L’attuale Presidente, infatti, si è spinto fino a declinare nel dettaglio quei “diritti” che sancirebbero la non discriminazione delle persone in base al loro orientamento sessuale: in particolare la possibilità di adottare figli e il riconoscimento delle unioni civili, che sappiamo bene essere l’antipasto in attesa del piatto forte, il matrimonio omosessuale.
Non è un caso, quindi, che nella Proclamazione del mese dell’orgoglio lesbico, gay, bisessuale e transgender pubblicata dalla Casa Bianca nel 2010, Obama parlasse del molto lavoro ancora necessario per garantire l’uguaglianza delle persone Lgbt: riconoscimento degli stessi diritti delle coppie sposate, abolizione del Defense of marriage act, la legge federale che definisce il matrimonio come l’unione tra un uomo e una donna, e, ancora, via libera all’adozione, per tutelare quelle che testualmente venivano definite le «famiglie Lgbt».

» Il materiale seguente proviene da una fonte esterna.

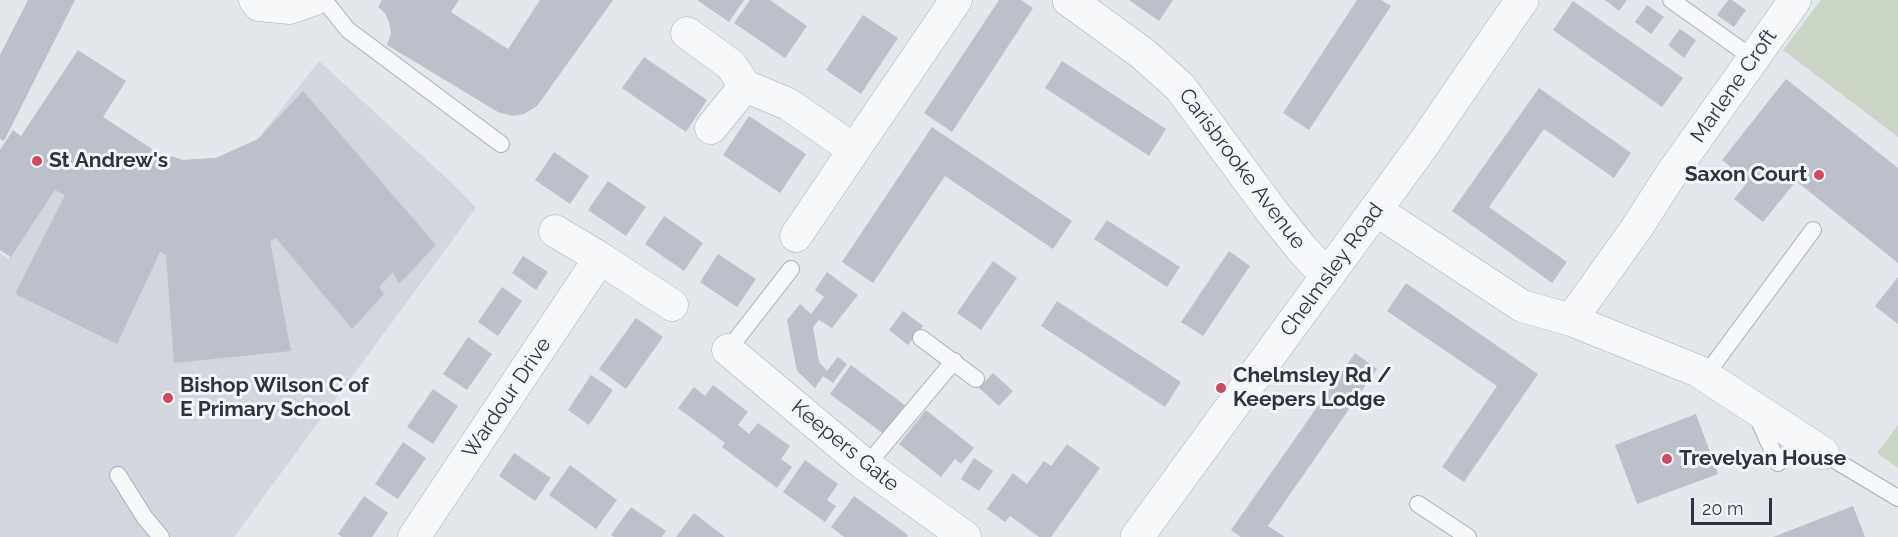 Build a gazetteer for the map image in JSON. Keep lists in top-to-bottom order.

Arriviamo così all’anno scorso, quando nella Proclamazione Obama afferma esplicitamente: «Credo personalmente nell’equiparazione del matrimonio per coppie dello stesso sesso». Un impegno ben preciso dunque, una distruzione a tappe della famiglia naturale iniziata nel 2009 e per la quale Obama ha a disposizione altri tre anni.
Il paziente lavoro non si esaurisce solo all’interno dei confini statunitensi, ma assume l’aspetto di un vero e proprio mondialismo omosessualista.
L’8 giugno del 2012, in un video, l’allora Segretario di Stato Hillary Clinton, proprio in occasione del cosiddetto Pride Month, affermava: «Le ambasciate e le missioni degli Stati Uniti in tutto il Mondo stanno lavorando per difendere i diritti delle persone Lgbt di tutte le razze, le religioni e le nazionalità, come parte della nostra politica globale in tema di diritti umani e come priorità della nostra politica estera».
Hillary Clinton citava, a testimonianza di tutto ciò, gli ambasciatori americani che sfilarono a Riga durante il Baltic Pride e il ruolo degli Usa nell’organizzazione della prima conferenza sul Gay Pride in Albania.
Tra gli altri, si potrebbe citare poi il caso dell’adesione ufficiale di Norman Eisen, ambasciatore Usa in Repubblica Ceca, al Praga Pride del 2012.
La Clinton nel dicembre 2011, parlando a Ginevra in occasione della Giornata dei diritti umani durante un meeting dell’Onu, si espresse nei seguenti termini: «I diritti dei gay sono diritti umani e i diritti umani sono diritti dei gay».
Nel marzo di quest’anno, poi, l’ex Segretario di Stato ha aderito a una campagna per i diritti Lgbt – che viene chiamata Human Rights Campaign, campagna per i diritti umani – per la quale ha espresso il proprio favore per il matrimonio omosessuale.
Ancora nel 2011, poi, Obama sottolineava come gli Stati Uniti avessero guidato una campagna internazionale in seno alle Nazioni Unite affinché il concetto di «orientamento sessuale» fosse introdotto nella risoluzione Onu che sanziona le esecuzioni capitali di omosessuali negli Stati che la prevedono. Sanzioni indiscutibili per la difesa che ogni persona merita in quanto tale, ma che diventano troppo spesso il cavallo di Troia col quale si intende esercitare pressioni internazionali affinché le legislazioni in tutto il mondo riconoscano il matrimonio omosessuale.
In ogni provvedimento, in ogni atto, in ogni parola dell’Amministrazione Obama è presente la voluta confusione tra la necessaria tutela di ogni persona, che scaturisce dalla legge naturale, e l’ideologia del gender, che si nutre di un relativismo che giunge a negare l’identità sessuale.
Un relativismo che inghiotte chiunque lo ostacoli, se si pensa che lo stesso Bill Clinton, che nel 1996 firmò il Defense of marriage act, si è espresso nel marzo scorso a favore della sua cancellazione in un editoriale sul Washington Post. Una confusione nella quale è vietato fare ordine, pena l’essere additati come omofobi.